By connecting them, the authors aim to define a proper probabilistic model for DAEs (allowing sampling/ranking) and find a simpler way to apply score matching that avoids second derivatives.

What is the novelty here?

The core novelty is the Denoising Score Matching (DSM) framework and the proof of its equivalence to DAEs. Key contributions include:

  • Equivalence Proof: Showing that training a DAE with Gaussian noise is equivalent to matching the score of a model against a non-parametric Parzen density estimator of the data.
  • Denoising Score Matching ($J_{DSM}$): A new objective that learns a score function by trying to denoise corrupted samples. This avoids the explicit second derivatives required by standard Implicit Score Matching ($J_{ISM}$).
  • Explicit Energy Function: Deriving the specific energy function $E(x;\theta)$ that corresponds to the standard sigmoid DAE architecture.
  • Justification for Tied Weights: Providing a theoretical justification for tying encoder and decoder weights, which arises naturally from differentiating the energy function.

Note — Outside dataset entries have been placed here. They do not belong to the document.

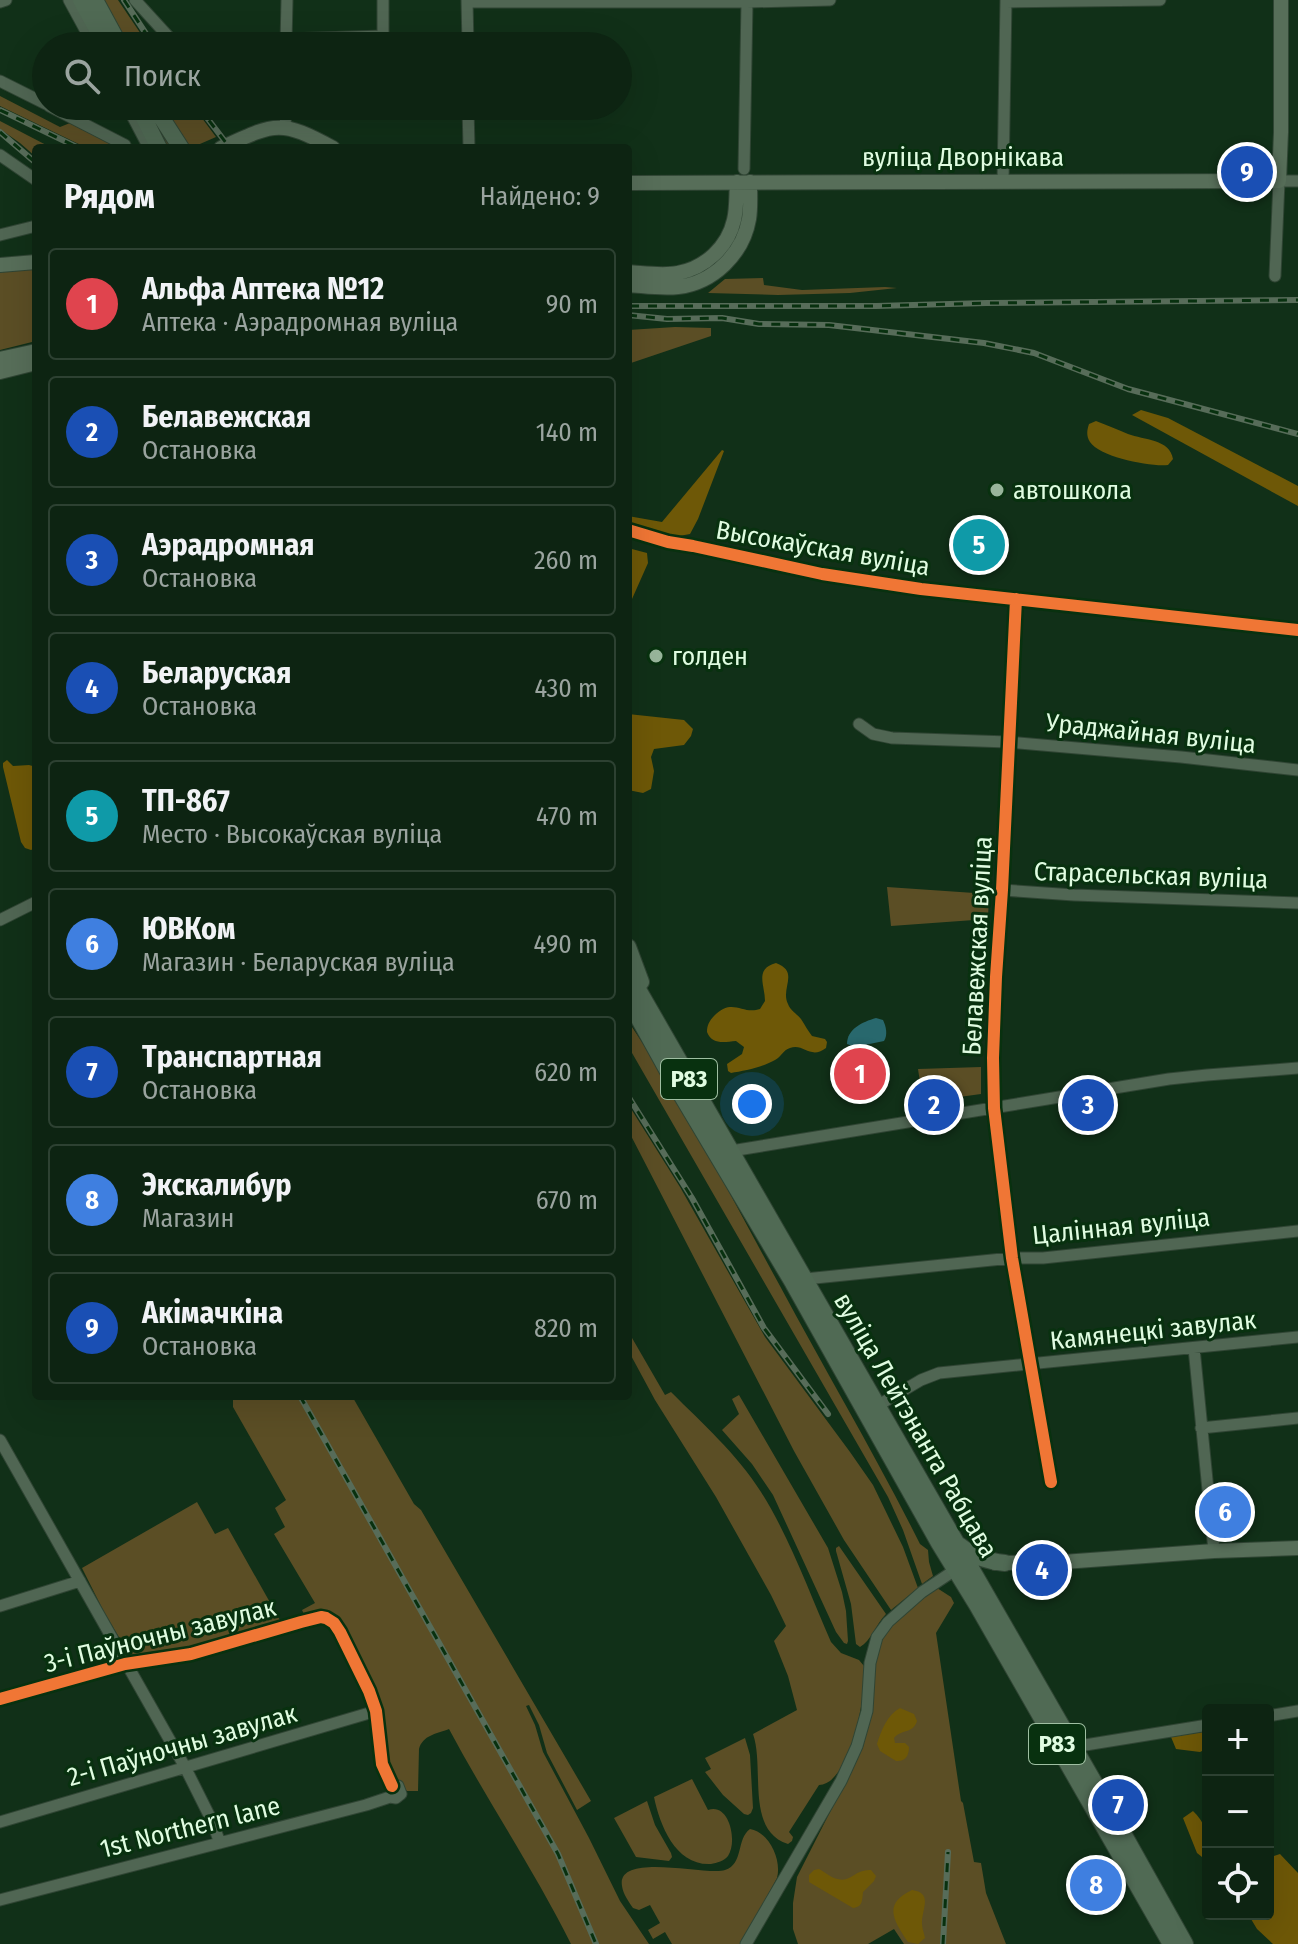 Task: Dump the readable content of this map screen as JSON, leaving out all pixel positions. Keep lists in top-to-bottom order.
{
  "streets": {
    "highway": ["Р83", "вуліца Лейтэнанта Рабцава"],
    "main road": ["вуліца Дворнікава"],
    "street": [
      "Высокаўская вуліца",
      "Ураджайная вуліца",
      "Старасельская вуліца",
      "Белавежская вуліца",
      "Цалінная вуліца",
      "Камянецкі завулак",
      "3-і Паўночны завулак",
      "2-і Паўночны завулак",
      "1st Northern lane"
    ]
  },
  "crossings": [
    ["Высокаўская вуліца", "Белавежская вуліца"],
    ["Ураджайная вуліца", "Белавежская вуліца"],
    ["Старасельская вуліца", "Белавежская вуліца"],
    ["Белавежская вуліца", "Цалінная вуліца"],
    ["Белавежская вуліца", "Камянецкі завулак"],
    ["Цалінная вуліца", "вуліца Лейтэнанта Рабцава"],
    ["Камянецкі завулак", "вуліца Лейтэнанта Рабцава"],
    ["3-і Паўночны завулак", "2-і Паўночны завулак"],
    ["3-і Паўночны завулак", "1st Northern lane"],
    ["2-і Паўночны завулак", "1st Northern lane"]
  ],
  "places": ["автошкола", "голден"],
  "page": {
    "search": "Поиск",
    "pins": [
      "9",
      "5",
      "1",
      "2",
      "3",
      "6",
      "4",
      "7",
      "8"
    ],
    "heading": ["Рядом", "Найдено: 9"],
    "list": [
      {
        "mark": "1",
        "name": "Альфа Аптека №12",
        "note": "Аптека · Аэрадромная вуліца",
        "value": "90 m"
      },
      {
        "mark": "2",
        "name": "Белавежская",
        "note": "Остановка",
        "value": "140 m"
      },
      {
        "mark": "3",
        "name": "Аэрадромная",
        "note": "Остановка",
        "value": "260 m"
      },
      {
        "mark": "4",
        "name": "Беларуская",
        "note": "Остановка",
        "value": "430 m"
      },
      {
        "mark": "5",
        "name": "ТП-867",
        "note": "Место · Высокаўская вуліца",
        "value": "470 m"
      },
      {
        "mark": "6",
        "name": "ЮВКом",
        "note": "Магазин · Беларуская вуліца",
        "value": "490 m"
      },
      {
        "mark": "7",
        "name": "Транспартная",
        "note": "Остановка",
        "value": "620 m"
      },
      {
        "mark": "8",
        "name": "Экскалибур",
        "note": "Магазин",
        "value": "670 m"
      },
      {
        "mark": "9",
        "name": "Акімачкіна",
        "note": "Остановка",
        "value": "820 m"
      }
    ],
    "map_buttons": ["+", "−"]
  }
} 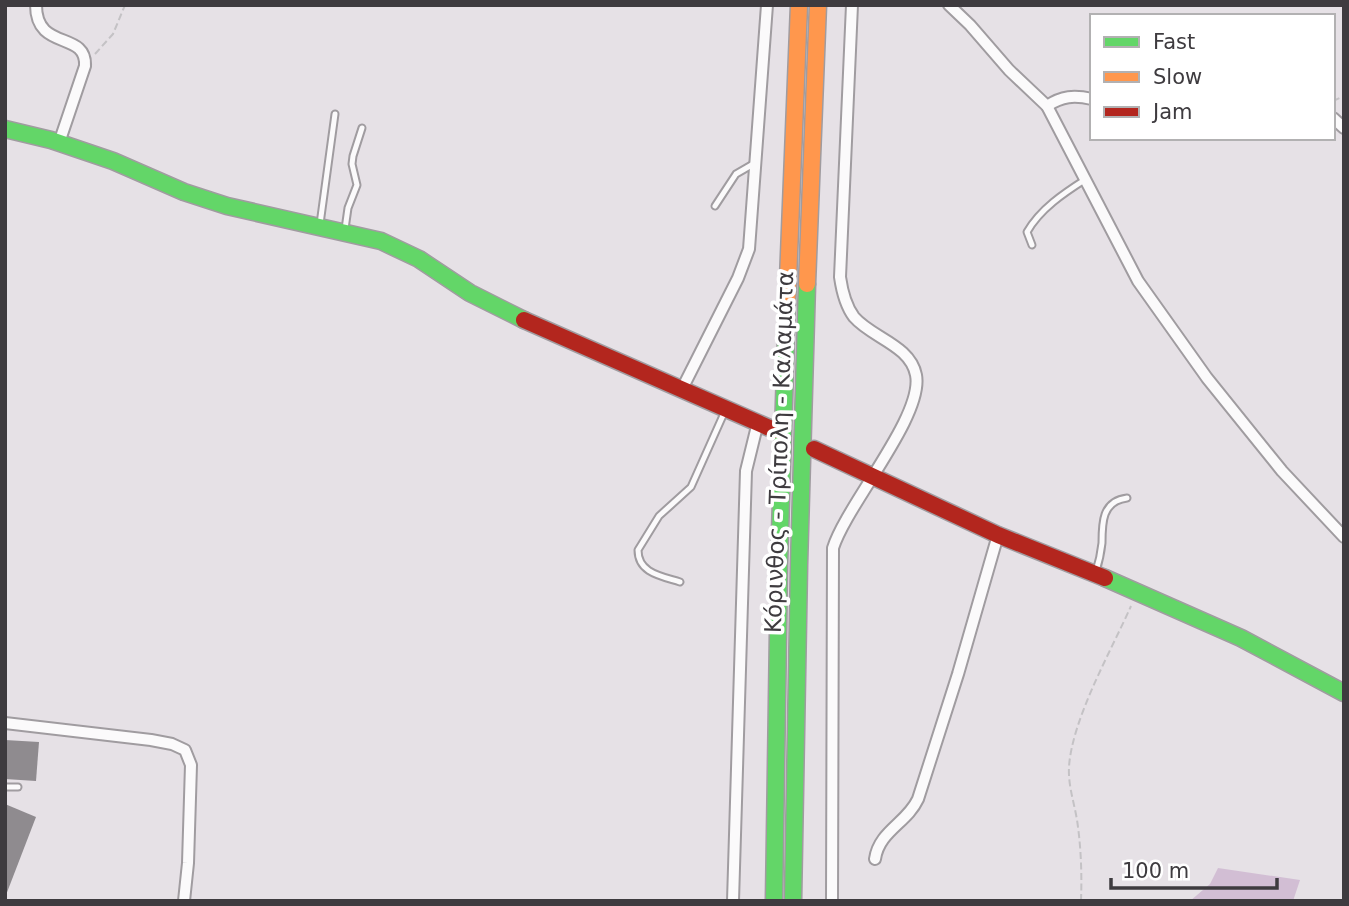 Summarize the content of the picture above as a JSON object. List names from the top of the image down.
{
  "streets": {
    "main road": ["Κόρινθος - Τρίπολη - Καλαμάτα"]
  },
  "legend": ["Fast", "Slow", "Jam"],
  "scale_bar": "100 m"
} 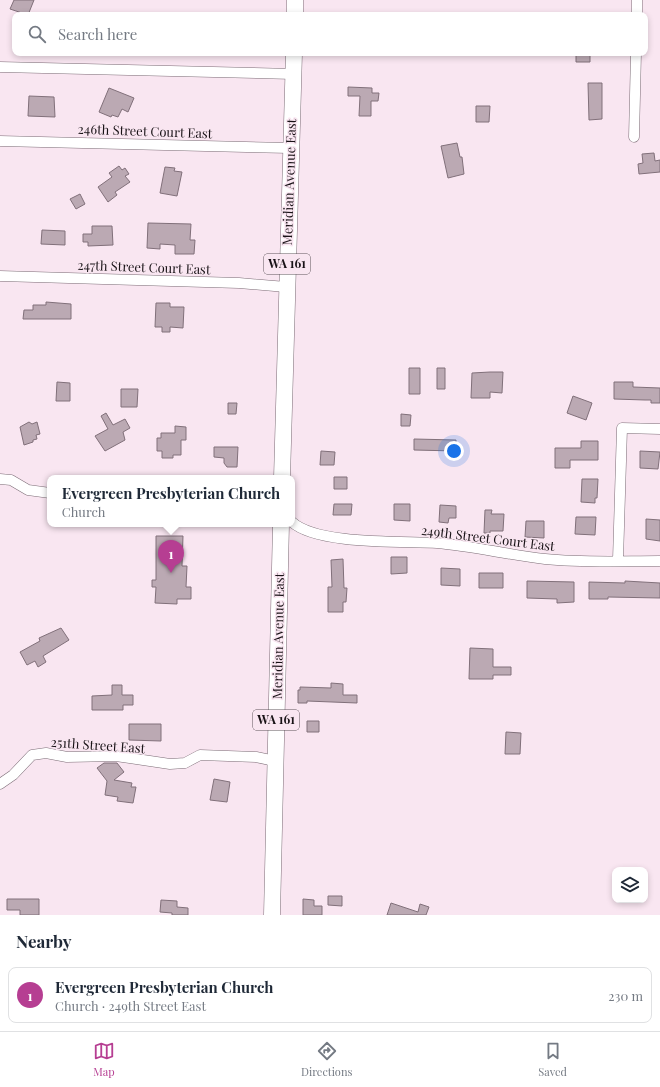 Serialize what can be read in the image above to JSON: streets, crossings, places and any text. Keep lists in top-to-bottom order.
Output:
{
  "streets": {
    "main road": ["Meridian Avenue East", "WA 161"],
    "street": [
      "246th Street Court East",
      "247th Street Court East",
      "249th Street Court East",
      "251th Street East"
    ]
  },
  "crossings": [
    ["246th Street Court East", "Meridian Avenue East"],
    ["Meridian Avenue East", "247th Street Court East"],
    ["Meridian Avenue East", "251th Street East"]
  ],
  "page": {
    "search": "Search here",
    "popup": ["Evergreen Presbyterian Church", "Church"],
    "pins": "1",
    "heading": "Nearby",
    "list": [
      {
        "mark": "1",
        "name": "Evergreen Presbyterian Church",
        "note": "Church · 249th Street East",
        "value": "230 m"
      }
    ],
    "nav": ["Map", "Directions", "Saved"]
  }
} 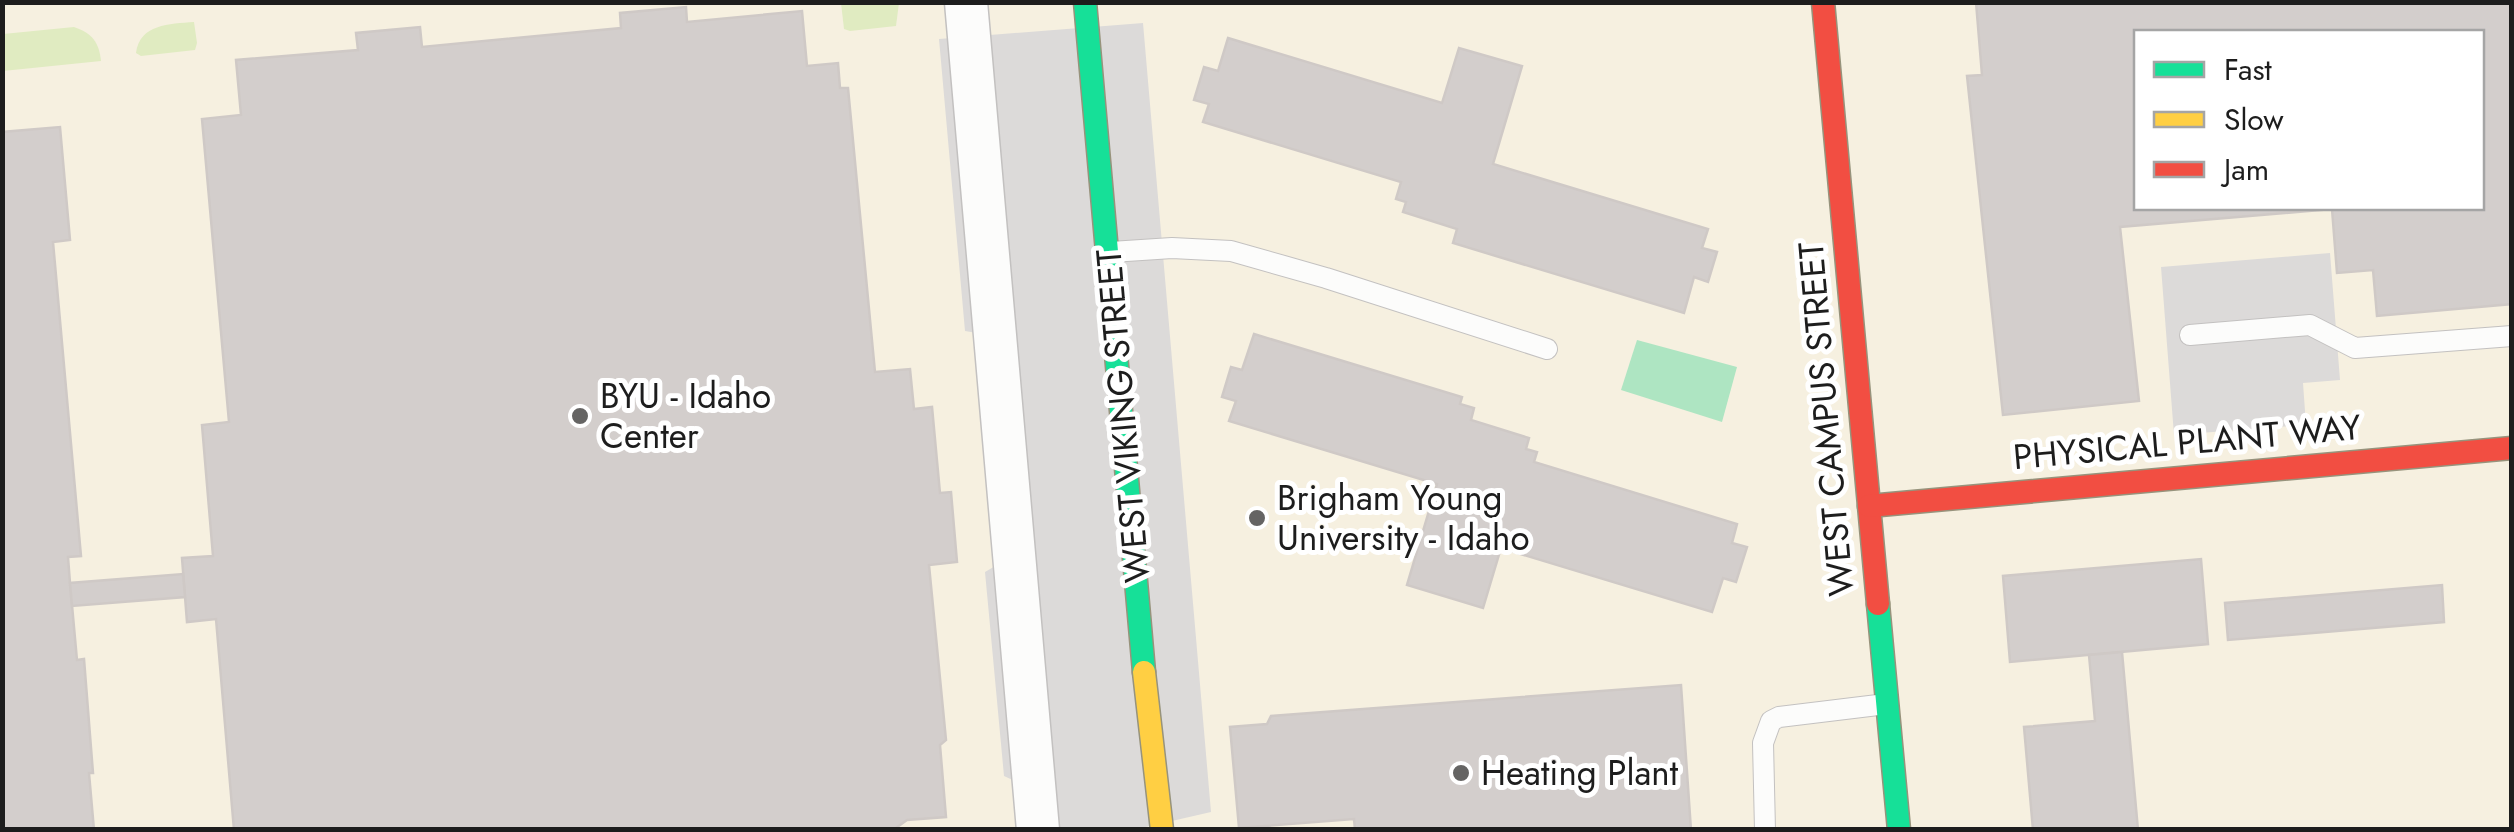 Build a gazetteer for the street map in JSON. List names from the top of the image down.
{
  "streets": {
    "street": ["WEST VIKING STREET", "WEST CAMPUS STREET", "PHYSICAL PLANT WAY"]
  },
  "crossings": [
    ["WEST CAMPUS STREET", "PHYSICAL PLANT WAY"]
  ],
  "places": ["BYU - Idaho Center", "Brigham Young University - Idaho", "Heating Plant"],
  "legend": ["Fast", "Slow", "Jam"]
}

What experiments were performed?

As a theoretical paper, “experiments” in the traditional sense (benchmarks, datasets) are not the focus. The validation is mathematical:

  • Derivation of Equivalence: The paper formally proves the chain of equivalences: $$J_{ISMq_{\sigma}} \sim J_{ESMq_{\sigma}} \sim J_{DSMq_{\sigma}} \sim J_{DAE\sigma}$$ where $q_{\sigma}$ is the Parzen density estimate.
  • Appendix Proof: A detailed proof is provided to show that Explicit Score Matching ($J_{ESM}$) on the Parzen density is equivalent to the proposed Denoising Score Matching ($J_{DSM}$) objective.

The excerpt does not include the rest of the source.